Drones flock, concrete hovers and lamps bloom as Studio Drift reimagines science and nature
Last December, Studio Drift unleashed Franchise Freedom, a formation of 300 drones fitted with a light source that went flying and flocking, as birds would, into the dark Miami night. Using computer algorithms, the studio added starling flight patterns to the drones’ software to emulate a phenomenon previously only seen, on this scale at least, in the natural world.
The Amsterdam-based studio, founded in 2007 by Netherlands-born artist Lonneke Gordijn and her British/Dutch partner Ralph Nauta, aimed to address the balance between the individual and the group, and how animals trade their individual needs for the safety of numbers. It was also a thrilling spectacle and perhaps a defining moment in ‘tech art’, the creative push and pull of technology into new shapes and forms.
The work of the interdisciplinary studio employs a special position in the tech art movement. Using sculpture, installation and performance, Gordijn and Nauta, who are both graduates of the Design Academy Eindhoven, take on the delicate, often destructive, relationships between human evolution, natural forces and technological advancement.
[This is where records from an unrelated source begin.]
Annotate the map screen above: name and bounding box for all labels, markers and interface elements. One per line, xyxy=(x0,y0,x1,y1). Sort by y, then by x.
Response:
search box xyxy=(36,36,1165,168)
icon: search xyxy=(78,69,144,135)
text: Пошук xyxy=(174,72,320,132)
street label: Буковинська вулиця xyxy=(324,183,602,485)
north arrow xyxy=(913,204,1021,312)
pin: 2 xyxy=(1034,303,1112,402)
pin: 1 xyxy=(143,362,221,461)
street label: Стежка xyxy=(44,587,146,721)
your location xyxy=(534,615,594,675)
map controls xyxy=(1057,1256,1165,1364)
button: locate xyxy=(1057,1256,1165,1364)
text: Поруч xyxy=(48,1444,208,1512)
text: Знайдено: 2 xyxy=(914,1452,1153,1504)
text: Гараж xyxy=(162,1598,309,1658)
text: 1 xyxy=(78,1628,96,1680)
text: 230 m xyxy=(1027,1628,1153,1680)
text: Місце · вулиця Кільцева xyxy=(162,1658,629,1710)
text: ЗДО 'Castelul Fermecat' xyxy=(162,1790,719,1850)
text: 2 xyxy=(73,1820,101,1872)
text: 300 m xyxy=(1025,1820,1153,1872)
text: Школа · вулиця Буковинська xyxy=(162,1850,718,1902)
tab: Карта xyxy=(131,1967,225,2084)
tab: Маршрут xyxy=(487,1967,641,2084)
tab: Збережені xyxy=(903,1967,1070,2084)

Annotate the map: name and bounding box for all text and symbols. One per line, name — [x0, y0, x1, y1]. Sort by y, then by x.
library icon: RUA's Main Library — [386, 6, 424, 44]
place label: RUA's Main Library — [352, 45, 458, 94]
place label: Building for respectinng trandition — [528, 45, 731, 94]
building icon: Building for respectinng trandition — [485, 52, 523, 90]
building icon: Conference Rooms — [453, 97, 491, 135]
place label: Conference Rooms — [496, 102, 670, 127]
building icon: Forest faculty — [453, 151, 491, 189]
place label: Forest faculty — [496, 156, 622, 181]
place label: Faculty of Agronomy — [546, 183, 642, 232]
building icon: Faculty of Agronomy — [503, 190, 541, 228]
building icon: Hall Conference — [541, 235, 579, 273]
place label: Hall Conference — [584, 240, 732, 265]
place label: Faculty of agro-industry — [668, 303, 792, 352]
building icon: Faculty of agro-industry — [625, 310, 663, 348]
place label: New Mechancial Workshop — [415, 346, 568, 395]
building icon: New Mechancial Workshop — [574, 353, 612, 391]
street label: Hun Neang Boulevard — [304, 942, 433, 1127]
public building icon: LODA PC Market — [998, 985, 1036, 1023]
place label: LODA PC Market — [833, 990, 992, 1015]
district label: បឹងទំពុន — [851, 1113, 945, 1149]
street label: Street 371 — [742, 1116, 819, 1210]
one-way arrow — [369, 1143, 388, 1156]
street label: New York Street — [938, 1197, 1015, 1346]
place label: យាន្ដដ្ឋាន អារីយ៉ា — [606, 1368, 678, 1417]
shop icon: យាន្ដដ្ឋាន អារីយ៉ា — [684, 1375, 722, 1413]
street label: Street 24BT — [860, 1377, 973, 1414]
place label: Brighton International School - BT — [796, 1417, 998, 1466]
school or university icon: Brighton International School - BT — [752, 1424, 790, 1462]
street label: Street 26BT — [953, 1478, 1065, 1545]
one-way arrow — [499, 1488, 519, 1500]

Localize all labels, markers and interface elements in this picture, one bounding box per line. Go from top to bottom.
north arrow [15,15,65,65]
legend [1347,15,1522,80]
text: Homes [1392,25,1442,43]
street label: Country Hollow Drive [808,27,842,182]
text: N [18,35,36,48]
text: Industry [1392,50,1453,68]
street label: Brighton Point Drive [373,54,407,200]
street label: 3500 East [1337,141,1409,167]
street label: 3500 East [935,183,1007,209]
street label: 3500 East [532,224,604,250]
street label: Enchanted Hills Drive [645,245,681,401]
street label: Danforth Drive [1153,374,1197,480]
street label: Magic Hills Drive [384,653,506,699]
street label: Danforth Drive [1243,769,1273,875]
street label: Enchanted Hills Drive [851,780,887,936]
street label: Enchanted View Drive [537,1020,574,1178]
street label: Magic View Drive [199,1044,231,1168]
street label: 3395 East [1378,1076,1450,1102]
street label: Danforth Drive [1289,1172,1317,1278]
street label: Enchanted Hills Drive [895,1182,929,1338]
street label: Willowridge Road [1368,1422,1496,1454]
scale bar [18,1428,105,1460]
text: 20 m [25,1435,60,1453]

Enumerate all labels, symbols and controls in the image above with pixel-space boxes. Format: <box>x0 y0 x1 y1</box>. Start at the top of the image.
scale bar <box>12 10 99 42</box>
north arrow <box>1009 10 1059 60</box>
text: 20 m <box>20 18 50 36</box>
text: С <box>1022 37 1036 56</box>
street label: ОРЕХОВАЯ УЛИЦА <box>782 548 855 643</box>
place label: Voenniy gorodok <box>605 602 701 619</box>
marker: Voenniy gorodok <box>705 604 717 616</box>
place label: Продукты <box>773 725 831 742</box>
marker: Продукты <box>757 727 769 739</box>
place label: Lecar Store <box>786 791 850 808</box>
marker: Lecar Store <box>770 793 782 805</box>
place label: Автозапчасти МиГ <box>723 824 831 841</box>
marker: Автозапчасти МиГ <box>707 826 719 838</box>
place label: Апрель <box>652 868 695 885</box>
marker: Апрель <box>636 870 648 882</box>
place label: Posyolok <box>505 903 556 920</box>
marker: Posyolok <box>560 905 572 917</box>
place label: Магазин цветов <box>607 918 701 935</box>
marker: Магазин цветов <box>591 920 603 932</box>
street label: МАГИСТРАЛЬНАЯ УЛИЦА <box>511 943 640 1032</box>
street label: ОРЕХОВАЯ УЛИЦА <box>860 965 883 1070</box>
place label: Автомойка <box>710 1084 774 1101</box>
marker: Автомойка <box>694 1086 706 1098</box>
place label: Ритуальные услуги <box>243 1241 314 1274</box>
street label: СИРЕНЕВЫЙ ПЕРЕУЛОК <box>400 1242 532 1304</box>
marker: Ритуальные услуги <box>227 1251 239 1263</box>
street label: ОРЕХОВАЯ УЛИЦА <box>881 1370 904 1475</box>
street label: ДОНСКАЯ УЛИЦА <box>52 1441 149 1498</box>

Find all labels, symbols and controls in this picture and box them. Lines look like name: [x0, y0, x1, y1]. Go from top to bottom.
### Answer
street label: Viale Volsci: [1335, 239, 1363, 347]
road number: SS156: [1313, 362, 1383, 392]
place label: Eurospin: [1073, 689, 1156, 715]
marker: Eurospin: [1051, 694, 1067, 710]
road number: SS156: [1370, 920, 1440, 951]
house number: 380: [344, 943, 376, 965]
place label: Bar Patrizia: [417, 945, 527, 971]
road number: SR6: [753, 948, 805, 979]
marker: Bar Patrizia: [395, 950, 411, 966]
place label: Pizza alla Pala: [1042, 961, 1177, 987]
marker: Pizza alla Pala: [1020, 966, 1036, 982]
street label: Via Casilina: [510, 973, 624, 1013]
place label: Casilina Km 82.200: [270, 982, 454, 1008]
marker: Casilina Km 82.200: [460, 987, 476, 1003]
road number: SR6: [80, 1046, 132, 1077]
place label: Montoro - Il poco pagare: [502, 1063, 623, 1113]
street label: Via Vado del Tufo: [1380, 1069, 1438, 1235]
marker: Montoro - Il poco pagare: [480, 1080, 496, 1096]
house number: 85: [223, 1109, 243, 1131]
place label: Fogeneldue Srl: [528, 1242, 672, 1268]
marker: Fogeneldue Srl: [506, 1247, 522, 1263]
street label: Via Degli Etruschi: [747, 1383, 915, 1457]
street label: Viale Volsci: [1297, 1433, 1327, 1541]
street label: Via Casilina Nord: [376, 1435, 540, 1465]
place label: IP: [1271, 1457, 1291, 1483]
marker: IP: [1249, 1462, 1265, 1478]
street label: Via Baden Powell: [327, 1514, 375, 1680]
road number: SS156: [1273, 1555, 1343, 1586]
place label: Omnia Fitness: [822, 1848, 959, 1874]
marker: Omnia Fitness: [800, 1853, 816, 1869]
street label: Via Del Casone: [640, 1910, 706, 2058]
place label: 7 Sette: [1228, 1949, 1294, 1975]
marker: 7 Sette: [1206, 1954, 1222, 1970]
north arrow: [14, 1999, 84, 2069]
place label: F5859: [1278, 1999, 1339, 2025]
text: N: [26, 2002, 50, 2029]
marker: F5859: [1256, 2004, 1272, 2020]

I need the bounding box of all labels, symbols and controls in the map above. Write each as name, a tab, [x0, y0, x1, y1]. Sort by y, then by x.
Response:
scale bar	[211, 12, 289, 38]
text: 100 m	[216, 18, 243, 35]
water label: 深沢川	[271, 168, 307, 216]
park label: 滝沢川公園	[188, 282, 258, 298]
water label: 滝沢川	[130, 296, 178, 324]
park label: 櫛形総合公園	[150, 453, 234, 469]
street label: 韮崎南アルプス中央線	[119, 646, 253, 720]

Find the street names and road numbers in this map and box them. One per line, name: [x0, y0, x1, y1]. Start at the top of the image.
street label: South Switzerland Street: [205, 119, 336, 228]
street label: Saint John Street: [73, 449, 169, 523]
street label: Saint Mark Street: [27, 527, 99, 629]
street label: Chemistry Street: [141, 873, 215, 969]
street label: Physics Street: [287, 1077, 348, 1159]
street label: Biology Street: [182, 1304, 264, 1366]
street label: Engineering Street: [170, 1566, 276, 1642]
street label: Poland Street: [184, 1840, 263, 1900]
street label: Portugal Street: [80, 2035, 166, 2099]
Gordijn rose to international attention with her first light sculpture, Fragile Future, in 2005. Nauta later joined her in developing the project, which features delicate dandelion seed heads attached to LEDs, powered by bronze electrical circuits. ‘We were still finding out what our interests were,’ Nauta says. ‘I am very much interested in science fiction and Lonneke in natural processes. This project became the basis of Studio Drift.’